In the post, I mentioned reports that the New York Times was facing crippling debt at a time when they couldn’t pay it off, and conditions were unfavorable for them to borrow more. Those reports seemed correct when word came that the Times was going to borrow against the value of their relatively new Manhattan skyscraper.

Marc Ambinder and Michael Hirschorn of the Atlantic have some new views on the subject that I thought I’d share with you. Hirschorn is of the opinion that the outlook is grim for the Times, but that they won’t be shutting down anytime soon. Hirschorn writes:

Many steps could be taken to prolong its existence. The Times Company has already slashed its dividend, a major source of income for the paper’s owners, the Sulzberger family, but one that starved the company at precisely the moment it needed significant investments in new media. The company could sell its share of the brilliant Renzo Piano–designed headquarters—which cost the company about $600million to build and was completed in 2007, years after the digital threat to The Times’ core business had become clear. (It’s already borrowing money against the building’s value.) It could sell The Boston Globe—or shutter it entirely, given what the company itself has acknowledged is a challenging time for the sale of media properties. It could sell its share in the Boston Red Sox, close or sell various smaller properties, or off-load About.com, the resolutely unglamorous Web purchase that has been virtually the only source of earnings growth in the Times Company’s portfolio. With these steps, or after them, would come mass staffing cuts, no matter that the executive editor, Bill Keller, promised otherwise.

More controversially, Hirschorn thinks that the Times print edition will become untenable, and that they will be forced to become digital only except for maybe Sundays.

But within Hirschorn’s own article he undermines that argument:

The conundrum, of course, is that those 1 million print readers, who pay actual cash money for the privilege of consuming the paper, and who are worth about five figures a page to advertisers, are far more profitable than the 20 million unique Web users, who don’t and aren’t. Common estimates suggest that a Web-driven product could support only 20 percent of the current staff; such a drop in personnel would (in the short run) devastate The Times’ news-gathering capacity.

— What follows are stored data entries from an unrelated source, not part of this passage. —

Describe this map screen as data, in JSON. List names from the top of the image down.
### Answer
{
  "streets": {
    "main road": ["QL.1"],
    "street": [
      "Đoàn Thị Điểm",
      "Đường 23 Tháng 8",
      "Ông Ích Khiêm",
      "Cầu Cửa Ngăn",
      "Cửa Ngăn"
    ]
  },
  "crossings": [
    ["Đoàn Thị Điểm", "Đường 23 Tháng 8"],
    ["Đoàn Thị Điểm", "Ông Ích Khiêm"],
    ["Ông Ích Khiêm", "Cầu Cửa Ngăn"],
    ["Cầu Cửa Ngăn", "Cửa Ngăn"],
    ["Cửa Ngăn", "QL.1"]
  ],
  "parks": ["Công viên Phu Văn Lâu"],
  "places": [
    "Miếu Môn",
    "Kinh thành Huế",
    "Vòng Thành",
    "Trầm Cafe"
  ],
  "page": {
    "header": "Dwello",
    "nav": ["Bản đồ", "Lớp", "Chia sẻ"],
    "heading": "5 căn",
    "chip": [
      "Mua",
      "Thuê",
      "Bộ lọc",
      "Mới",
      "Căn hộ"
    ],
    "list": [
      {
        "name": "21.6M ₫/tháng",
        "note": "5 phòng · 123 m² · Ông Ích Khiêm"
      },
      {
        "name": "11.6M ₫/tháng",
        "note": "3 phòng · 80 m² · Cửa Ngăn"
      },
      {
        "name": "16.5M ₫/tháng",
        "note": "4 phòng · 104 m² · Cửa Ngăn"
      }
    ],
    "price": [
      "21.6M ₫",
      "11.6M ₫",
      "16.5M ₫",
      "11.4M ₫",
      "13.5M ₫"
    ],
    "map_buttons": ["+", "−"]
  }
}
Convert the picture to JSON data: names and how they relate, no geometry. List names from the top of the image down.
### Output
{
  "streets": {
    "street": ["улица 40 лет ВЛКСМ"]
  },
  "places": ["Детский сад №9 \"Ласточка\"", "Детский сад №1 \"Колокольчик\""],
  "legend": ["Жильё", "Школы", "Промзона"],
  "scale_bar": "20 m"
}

And this is where Ambinder comes in. He has word from the Times that the print side is not suffering. This is part of what they sent him:

With regard to the specific point made about the demise of the print edition of The Times in May, it may make for a good a story but it is poor analysis. We have 830,000 loyal readers who have subscribed to The New York Times for more than two years, a number that has increased by about a third over the past decade. They like reading the print edition and pay a substantial amount of money to do so. That’s not to say they don’t visit NYTimes.com or read our journalism on their mobile devices. They do. But they would be unhappy if they couldn’t pick up a print copy. And since it’s profitable for us to print these copies, we will continue to do so.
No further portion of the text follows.